_PROBLEM STATEMENT_
Output exactly, with nothing added, the entries from the first line through the line with "List all street labels and road numbers in the map".

_DATA FOR PROCESSING_
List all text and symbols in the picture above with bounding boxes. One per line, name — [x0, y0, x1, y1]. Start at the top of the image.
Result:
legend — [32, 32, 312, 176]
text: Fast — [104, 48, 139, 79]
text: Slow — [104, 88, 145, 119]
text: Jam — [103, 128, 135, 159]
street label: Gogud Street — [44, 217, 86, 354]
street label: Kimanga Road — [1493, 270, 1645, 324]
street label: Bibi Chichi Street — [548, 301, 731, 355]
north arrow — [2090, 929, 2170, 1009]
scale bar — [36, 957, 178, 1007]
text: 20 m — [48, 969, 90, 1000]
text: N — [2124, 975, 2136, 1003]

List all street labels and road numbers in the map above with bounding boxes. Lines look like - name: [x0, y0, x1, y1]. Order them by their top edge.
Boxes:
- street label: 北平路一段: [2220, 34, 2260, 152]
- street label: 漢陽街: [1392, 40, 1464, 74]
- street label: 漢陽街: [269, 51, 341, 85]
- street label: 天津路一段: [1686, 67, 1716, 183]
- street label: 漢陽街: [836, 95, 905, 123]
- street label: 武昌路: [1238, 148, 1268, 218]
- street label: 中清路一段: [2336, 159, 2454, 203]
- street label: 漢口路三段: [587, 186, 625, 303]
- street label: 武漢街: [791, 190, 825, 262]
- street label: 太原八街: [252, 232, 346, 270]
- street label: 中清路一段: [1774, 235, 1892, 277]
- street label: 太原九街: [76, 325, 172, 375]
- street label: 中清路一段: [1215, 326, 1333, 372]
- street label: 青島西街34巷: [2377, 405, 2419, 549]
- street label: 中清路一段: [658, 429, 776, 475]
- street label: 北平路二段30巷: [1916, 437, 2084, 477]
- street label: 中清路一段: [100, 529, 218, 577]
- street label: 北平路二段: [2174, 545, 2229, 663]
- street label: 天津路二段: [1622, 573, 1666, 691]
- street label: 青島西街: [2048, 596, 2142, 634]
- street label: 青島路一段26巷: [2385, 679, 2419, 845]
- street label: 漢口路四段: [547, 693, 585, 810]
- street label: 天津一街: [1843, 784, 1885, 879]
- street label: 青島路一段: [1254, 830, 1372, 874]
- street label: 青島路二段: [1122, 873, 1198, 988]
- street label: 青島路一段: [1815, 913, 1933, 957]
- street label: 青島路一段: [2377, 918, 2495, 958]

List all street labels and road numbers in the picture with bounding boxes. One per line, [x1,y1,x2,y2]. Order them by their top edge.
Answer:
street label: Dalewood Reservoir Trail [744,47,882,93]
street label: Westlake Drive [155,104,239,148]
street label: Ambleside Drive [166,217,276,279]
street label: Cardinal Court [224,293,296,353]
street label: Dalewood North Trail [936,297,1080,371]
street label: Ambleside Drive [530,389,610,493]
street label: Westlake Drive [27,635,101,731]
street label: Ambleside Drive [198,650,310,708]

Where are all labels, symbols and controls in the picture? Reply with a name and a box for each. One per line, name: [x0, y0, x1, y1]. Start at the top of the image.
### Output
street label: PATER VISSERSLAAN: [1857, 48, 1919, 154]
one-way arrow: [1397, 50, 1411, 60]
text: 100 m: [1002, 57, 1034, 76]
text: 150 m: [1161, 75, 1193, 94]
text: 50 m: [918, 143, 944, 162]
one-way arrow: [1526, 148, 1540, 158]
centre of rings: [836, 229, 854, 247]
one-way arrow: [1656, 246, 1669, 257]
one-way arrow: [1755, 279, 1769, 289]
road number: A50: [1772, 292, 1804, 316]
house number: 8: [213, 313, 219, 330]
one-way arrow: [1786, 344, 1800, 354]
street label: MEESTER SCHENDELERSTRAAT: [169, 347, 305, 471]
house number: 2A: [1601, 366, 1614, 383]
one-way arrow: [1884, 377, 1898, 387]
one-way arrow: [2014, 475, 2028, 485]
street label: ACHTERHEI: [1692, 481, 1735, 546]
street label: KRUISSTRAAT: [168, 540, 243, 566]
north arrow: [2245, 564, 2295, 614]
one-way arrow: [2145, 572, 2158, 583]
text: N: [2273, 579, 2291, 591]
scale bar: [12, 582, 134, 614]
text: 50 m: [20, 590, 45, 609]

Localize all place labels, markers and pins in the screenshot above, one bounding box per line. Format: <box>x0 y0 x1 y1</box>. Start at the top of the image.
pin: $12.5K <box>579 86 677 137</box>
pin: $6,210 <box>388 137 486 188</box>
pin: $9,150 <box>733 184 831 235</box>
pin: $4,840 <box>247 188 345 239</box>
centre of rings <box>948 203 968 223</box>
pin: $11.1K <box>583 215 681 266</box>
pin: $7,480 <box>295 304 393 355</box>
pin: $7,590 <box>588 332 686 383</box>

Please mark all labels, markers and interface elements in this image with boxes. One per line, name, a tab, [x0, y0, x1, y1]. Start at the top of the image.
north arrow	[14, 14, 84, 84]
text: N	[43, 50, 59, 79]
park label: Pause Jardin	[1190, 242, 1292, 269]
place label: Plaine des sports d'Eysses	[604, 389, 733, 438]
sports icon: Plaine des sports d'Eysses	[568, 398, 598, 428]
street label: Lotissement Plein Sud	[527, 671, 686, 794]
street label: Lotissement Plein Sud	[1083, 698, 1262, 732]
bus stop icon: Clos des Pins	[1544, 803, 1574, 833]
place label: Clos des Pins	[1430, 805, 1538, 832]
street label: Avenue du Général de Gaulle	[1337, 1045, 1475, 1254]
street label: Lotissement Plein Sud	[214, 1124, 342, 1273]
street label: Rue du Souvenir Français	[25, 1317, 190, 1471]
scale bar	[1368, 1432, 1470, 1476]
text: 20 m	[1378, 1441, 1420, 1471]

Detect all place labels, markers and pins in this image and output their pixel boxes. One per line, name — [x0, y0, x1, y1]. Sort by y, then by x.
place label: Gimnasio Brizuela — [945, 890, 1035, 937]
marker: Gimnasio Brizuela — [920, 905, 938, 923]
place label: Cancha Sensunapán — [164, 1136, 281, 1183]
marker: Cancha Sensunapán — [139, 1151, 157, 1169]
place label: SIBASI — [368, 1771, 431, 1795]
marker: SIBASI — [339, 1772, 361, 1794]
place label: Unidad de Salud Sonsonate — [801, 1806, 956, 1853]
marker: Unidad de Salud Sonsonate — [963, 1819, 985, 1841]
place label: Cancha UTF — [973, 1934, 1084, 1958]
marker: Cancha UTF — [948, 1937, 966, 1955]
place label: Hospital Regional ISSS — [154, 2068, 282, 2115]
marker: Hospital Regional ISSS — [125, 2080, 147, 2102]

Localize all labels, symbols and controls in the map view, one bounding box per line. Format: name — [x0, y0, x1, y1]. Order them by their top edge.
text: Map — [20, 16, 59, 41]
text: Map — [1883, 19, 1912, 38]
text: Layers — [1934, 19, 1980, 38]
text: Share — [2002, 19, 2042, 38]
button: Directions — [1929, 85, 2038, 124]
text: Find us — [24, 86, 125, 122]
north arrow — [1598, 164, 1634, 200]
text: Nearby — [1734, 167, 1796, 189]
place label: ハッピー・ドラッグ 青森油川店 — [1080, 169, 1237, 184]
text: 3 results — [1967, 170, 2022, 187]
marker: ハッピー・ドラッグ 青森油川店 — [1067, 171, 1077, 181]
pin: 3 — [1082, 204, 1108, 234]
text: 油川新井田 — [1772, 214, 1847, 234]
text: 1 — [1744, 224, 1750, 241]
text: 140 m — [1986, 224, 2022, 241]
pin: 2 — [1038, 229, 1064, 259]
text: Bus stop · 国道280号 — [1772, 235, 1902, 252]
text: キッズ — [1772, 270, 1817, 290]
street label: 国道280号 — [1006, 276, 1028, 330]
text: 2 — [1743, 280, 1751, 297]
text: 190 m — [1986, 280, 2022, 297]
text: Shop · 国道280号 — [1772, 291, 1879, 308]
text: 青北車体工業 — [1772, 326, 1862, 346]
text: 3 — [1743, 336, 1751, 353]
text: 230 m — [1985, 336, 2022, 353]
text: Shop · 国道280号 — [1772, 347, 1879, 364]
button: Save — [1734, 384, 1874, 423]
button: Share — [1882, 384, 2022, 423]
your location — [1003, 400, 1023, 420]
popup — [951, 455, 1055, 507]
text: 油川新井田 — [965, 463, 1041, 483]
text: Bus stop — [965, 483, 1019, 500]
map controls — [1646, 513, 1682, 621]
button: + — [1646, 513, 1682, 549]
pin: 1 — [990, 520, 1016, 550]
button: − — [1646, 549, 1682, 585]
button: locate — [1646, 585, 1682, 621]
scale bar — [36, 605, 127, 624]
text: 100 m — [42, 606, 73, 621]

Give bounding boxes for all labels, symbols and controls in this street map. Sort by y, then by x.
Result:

_FINISHED EXERCISE_
List all text and symbols in the picture above with bounding boxes. One per line, name — [x0, y0, x1, y1]. Start at the top of the image.
Result:
legend — [32, 32, 312, 176]
text: Fast — [104, 48, 139, 79]
text: Slow — [104, 88, 145, 119]
text: Jam — [103, 128, 135, 159]
street label: Gogud Street — [44, 217, 86, 354]
street label: Kimanga Road — [1493, 270, 1645, 324]
street label: Bibi Chichi Street — [548, 301, 731, 355]
north arrow — [2090, 929, 2170, 1009]
scale bar — [36, 957, 178, 1007]
text: 20 m — [48, 969, 90, 1000]
text: N — [2124, 975, 2136, 1003]

List all street labels and road numbers in the map above with bounding boxes. Lines look like - name: [x0, y0, x1, y1]. Order them by their top edge.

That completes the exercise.